What to do
Pull every line containing "Mühlgraben" out of the listing below.
───── Records to process
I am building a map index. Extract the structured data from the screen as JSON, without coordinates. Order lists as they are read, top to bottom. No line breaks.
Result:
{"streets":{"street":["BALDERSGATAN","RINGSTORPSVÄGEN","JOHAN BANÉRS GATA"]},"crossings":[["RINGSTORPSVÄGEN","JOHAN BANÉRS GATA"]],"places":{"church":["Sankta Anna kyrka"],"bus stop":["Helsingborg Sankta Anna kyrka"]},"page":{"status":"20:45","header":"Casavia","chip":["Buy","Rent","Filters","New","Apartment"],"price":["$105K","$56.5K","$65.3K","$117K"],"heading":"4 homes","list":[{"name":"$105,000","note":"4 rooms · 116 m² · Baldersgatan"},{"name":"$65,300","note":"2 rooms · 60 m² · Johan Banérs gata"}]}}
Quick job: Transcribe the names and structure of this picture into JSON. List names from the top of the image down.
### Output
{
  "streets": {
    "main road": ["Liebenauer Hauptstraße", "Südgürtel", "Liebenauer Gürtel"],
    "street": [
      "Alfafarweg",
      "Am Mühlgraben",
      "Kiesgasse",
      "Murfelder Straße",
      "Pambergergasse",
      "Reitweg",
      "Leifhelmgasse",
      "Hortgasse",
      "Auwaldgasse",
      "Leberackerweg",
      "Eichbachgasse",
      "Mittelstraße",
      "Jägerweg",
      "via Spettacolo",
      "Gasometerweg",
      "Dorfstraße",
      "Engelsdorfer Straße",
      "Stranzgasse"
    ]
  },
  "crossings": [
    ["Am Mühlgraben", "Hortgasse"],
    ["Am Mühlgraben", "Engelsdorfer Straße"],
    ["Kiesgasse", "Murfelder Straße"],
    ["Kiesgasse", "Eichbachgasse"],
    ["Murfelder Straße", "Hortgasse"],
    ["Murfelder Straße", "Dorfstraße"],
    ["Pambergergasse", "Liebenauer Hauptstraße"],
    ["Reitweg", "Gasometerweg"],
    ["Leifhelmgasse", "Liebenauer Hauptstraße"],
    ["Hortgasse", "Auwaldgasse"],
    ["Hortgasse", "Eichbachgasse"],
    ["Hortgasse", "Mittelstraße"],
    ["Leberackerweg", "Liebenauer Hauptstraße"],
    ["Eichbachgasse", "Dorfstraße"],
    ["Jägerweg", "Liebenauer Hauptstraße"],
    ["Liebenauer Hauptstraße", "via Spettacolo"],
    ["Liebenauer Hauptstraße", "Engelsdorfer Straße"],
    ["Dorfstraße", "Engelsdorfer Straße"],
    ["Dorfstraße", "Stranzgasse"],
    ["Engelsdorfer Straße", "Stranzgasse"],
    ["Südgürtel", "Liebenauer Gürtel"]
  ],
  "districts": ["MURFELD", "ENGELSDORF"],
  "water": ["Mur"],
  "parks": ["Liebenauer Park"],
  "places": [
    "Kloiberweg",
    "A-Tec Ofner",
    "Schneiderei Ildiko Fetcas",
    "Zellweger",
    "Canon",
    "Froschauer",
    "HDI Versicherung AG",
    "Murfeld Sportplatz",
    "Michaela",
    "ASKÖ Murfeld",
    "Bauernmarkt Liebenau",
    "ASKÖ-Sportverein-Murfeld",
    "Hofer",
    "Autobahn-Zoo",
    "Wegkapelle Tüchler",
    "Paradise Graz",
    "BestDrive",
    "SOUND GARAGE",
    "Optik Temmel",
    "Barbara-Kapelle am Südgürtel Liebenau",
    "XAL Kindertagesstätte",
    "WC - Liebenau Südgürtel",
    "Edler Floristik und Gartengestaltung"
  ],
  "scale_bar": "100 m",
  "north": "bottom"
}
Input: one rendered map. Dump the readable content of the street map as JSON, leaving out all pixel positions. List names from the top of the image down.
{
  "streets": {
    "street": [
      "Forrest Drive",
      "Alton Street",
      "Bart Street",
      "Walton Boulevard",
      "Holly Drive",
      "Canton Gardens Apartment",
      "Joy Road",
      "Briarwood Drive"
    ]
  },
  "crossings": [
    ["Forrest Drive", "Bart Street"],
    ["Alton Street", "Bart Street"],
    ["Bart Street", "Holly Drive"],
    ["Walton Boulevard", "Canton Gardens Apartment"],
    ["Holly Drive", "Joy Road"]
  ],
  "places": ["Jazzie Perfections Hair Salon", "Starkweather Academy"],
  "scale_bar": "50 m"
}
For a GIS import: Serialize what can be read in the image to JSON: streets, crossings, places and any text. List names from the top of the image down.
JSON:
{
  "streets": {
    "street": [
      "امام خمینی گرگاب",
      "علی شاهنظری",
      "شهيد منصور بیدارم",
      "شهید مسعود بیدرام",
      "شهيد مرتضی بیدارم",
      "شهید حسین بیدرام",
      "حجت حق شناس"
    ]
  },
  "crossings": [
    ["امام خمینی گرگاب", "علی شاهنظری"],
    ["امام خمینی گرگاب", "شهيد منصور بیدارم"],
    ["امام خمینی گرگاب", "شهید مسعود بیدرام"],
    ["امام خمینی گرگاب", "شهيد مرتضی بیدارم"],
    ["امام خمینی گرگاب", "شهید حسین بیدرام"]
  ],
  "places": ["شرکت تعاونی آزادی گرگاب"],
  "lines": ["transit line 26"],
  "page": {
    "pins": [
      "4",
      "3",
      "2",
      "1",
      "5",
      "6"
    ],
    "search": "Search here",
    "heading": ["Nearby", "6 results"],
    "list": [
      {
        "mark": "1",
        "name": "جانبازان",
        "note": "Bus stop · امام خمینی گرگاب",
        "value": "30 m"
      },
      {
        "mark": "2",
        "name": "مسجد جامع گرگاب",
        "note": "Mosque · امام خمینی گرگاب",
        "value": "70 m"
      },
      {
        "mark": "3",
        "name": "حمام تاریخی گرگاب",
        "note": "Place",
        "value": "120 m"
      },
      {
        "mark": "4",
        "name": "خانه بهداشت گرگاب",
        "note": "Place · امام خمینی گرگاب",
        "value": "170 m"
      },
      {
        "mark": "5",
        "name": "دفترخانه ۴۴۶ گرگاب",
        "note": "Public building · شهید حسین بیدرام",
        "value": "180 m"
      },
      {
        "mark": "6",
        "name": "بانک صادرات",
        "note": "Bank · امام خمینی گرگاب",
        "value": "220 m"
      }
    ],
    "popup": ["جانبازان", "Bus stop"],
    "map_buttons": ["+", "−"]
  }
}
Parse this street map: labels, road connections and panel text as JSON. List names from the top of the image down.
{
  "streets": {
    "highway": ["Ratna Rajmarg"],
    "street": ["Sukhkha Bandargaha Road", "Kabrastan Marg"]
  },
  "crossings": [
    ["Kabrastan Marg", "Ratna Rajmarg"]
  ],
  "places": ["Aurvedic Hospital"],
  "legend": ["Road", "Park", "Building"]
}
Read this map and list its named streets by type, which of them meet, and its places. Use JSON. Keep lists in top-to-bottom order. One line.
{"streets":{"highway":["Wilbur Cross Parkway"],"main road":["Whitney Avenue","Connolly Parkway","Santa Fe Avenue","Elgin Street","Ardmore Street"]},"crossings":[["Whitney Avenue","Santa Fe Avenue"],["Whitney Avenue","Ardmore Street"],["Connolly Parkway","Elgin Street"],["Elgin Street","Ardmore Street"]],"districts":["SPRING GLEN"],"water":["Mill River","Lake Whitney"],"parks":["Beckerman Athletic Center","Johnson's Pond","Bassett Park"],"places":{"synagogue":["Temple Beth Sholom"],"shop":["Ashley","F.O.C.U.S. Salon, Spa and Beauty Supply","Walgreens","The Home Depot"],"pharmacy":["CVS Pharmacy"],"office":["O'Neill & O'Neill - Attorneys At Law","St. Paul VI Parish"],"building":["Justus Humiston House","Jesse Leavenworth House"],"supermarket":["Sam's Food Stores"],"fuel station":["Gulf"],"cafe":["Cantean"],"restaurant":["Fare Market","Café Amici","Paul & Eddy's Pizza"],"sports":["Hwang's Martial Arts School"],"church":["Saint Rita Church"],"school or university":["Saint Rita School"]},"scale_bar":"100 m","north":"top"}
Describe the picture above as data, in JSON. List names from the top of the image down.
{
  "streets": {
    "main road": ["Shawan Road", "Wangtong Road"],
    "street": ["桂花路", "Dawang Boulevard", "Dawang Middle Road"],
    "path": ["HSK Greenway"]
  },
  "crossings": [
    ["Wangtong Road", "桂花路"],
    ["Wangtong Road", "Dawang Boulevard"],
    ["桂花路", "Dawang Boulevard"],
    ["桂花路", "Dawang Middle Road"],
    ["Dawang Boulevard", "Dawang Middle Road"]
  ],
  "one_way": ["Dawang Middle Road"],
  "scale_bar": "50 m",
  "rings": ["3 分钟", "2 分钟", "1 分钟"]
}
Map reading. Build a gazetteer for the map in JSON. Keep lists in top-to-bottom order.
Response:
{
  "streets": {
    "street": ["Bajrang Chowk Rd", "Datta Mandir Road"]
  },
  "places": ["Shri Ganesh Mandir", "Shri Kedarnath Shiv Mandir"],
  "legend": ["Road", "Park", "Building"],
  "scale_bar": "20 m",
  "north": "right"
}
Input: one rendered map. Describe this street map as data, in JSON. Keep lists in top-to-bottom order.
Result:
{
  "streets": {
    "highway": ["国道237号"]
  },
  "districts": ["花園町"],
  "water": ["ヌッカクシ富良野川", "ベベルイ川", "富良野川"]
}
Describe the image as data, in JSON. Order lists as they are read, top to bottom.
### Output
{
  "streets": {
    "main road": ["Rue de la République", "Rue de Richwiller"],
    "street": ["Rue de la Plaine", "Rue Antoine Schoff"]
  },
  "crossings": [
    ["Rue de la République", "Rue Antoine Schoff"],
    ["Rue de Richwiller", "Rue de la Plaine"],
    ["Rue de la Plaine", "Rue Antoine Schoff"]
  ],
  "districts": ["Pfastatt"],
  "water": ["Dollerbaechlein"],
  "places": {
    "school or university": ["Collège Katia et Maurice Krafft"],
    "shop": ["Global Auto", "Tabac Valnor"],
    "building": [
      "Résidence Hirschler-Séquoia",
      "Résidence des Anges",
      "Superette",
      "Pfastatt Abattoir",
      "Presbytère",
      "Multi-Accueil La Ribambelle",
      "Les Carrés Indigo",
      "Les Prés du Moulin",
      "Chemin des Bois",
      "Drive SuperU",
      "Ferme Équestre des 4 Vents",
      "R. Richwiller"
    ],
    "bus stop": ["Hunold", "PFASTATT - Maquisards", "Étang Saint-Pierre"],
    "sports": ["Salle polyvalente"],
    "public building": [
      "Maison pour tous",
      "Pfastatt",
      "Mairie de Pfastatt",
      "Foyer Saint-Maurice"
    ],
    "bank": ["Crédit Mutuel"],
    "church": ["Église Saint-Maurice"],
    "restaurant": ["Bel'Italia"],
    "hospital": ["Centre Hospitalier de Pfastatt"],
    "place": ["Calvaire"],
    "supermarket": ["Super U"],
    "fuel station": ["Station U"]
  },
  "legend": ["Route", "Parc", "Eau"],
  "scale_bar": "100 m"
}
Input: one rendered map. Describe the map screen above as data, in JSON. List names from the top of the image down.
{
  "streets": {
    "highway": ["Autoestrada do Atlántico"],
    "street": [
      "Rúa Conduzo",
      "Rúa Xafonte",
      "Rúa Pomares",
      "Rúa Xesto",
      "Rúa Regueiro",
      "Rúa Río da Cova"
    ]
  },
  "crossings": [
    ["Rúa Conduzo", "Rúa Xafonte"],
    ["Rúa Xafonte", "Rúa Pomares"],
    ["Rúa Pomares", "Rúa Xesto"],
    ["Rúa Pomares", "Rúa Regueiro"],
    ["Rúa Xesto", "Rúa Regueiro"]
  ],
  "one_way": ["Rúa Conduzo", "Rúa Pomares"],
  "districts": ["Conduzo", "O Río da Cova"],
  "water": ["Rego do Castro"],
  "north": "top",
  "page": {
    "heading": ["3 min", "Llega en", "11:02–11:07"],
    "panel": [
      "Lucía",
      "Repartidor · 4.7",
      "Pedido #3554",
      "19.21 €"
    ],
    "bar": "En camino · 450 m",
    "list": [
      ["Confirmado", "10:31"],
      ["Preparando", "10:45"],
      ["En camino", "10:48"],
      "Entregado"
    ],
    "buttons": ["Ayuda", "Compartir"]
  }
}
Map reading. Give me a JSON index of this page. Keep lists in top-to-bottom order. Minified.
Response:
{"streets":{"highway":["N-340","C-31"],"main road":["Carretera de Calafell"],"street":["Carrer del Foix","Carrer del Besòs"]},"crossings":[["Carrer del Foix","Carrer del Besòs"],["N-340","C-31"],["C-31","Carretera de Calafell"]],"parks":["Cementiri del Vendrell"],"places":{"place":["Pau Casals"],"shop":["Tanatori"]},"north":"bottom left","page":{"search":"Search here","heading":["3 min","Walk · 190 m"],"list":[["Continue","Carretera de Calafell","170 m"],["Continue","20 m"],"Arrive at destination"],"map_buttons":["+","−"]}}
──────────
Exercise response
      "Am Mühlgraben",
    ["Am Mühlgraben", "Hortgasse"],
    ["Am Mühlgraben", "Engelsdorfer Straße"],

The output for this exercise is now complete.